The problem: Gen Zers care deeply about their credit scores—according to one survey, even more than their social media following. That’s because most Gen Zers believe it’s an important marker of their financial health.
But Bloomberg recently reported that Gen Z’s credit scores have taken the biggest hit of any age group in 2025.
How we got here: Federal student loan delinquencies began appearing on credit reports in February, following a nearly five-year pandemic-era pause on payments, per The New York Times. From February to April, approximately 6 million consumers had a student loan delinquency added to their credit file—many of them Gen Zers, who have the highest instance of student loans.
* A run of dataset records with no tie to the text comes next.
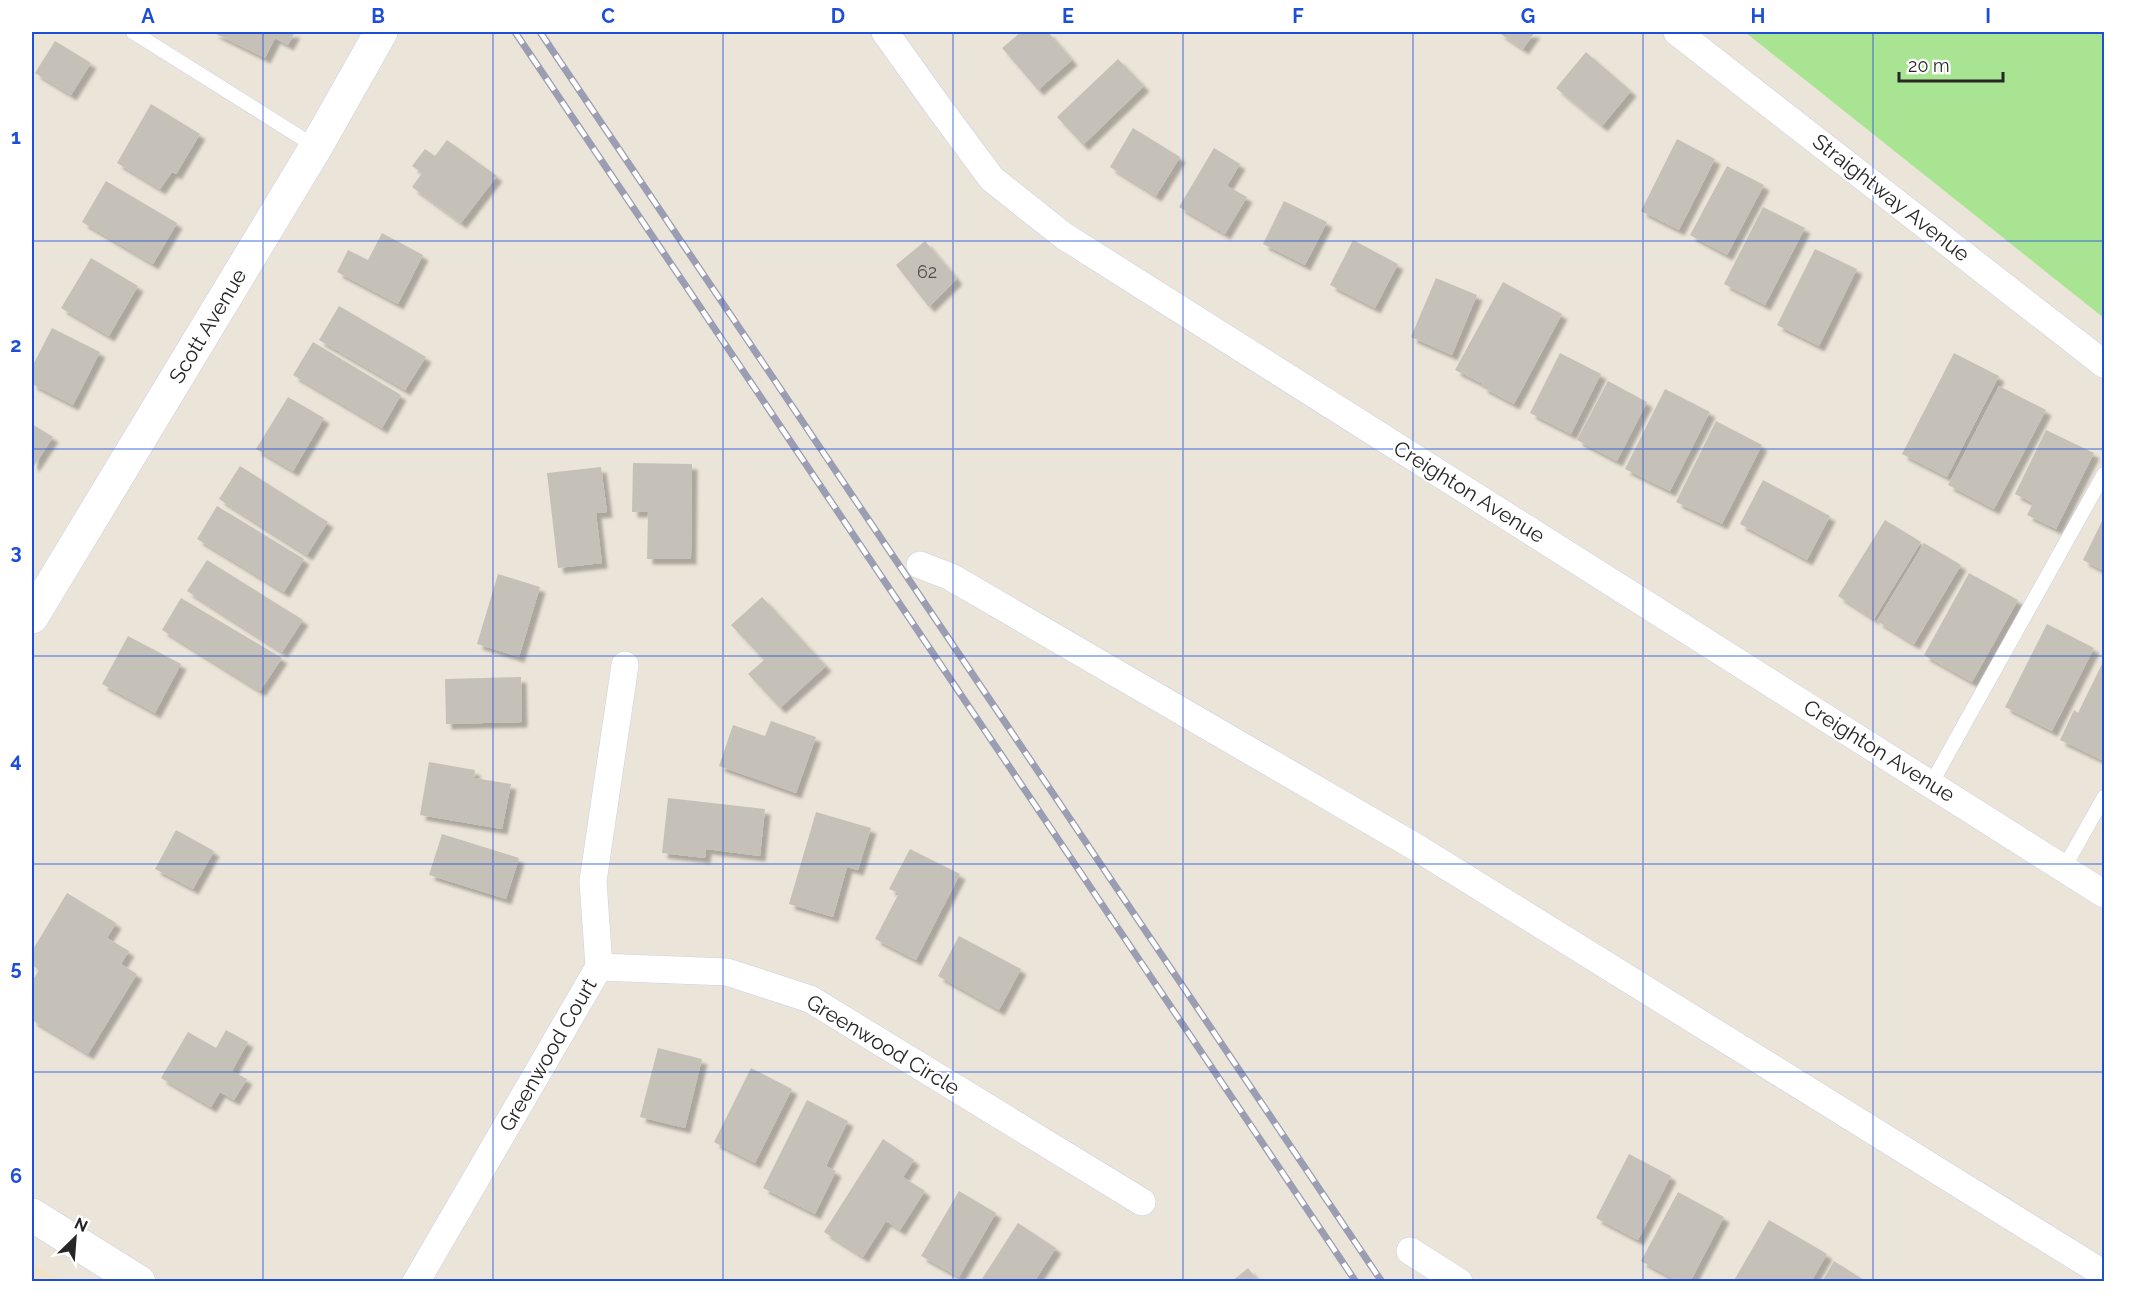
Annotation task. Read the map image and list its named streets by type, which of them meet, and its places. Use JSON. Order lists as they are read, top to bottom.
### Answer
{
  "streets": {
    "street": [
      "Straightway Avenue",
      "Scott Avenue",
      "Creighton Avenue",
      "Greenwood Circle",
      "Greenwood Court"
    ]
  },
  "crossings": [
    ["Greenwood Circle", "Greenwood Court"]
  ],
  "house_numbers": ["62"],
  "scale_bar": "20 m",
  "north": "top right",
  "grid": {
    "columns": [
      "A",
      "B",
      "C",
      "D",
      "E",
      "F",
      "G",
      "H",
      "I"
    ],
    "rows": [
      "1",
      "2",
      "3",
      "4",
      "5",
      "6"
    ]
  }
}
This led to an average 69 point drop in credit.
Why this matters for banks: As Gen Zers look to their credit scores as a measure of financial success, rapidly dropping scores may drastically alter their perceptions of their financial health. Paired with delinquencies and rising debt, many Gen Zers may be actively looking for help to turn their finances around.
Financial institutions that offer credit-boosting products such as credit-building loans, secured credit cards, or reporting of nontraditional payments should advertise these to Gen Zers in particular—explaining how these products can boost FICO scores. So customers have a better idea of what constitutes financial health, provide educational resources that help them assess how they’re doing against their financial goals in comparison to people their age.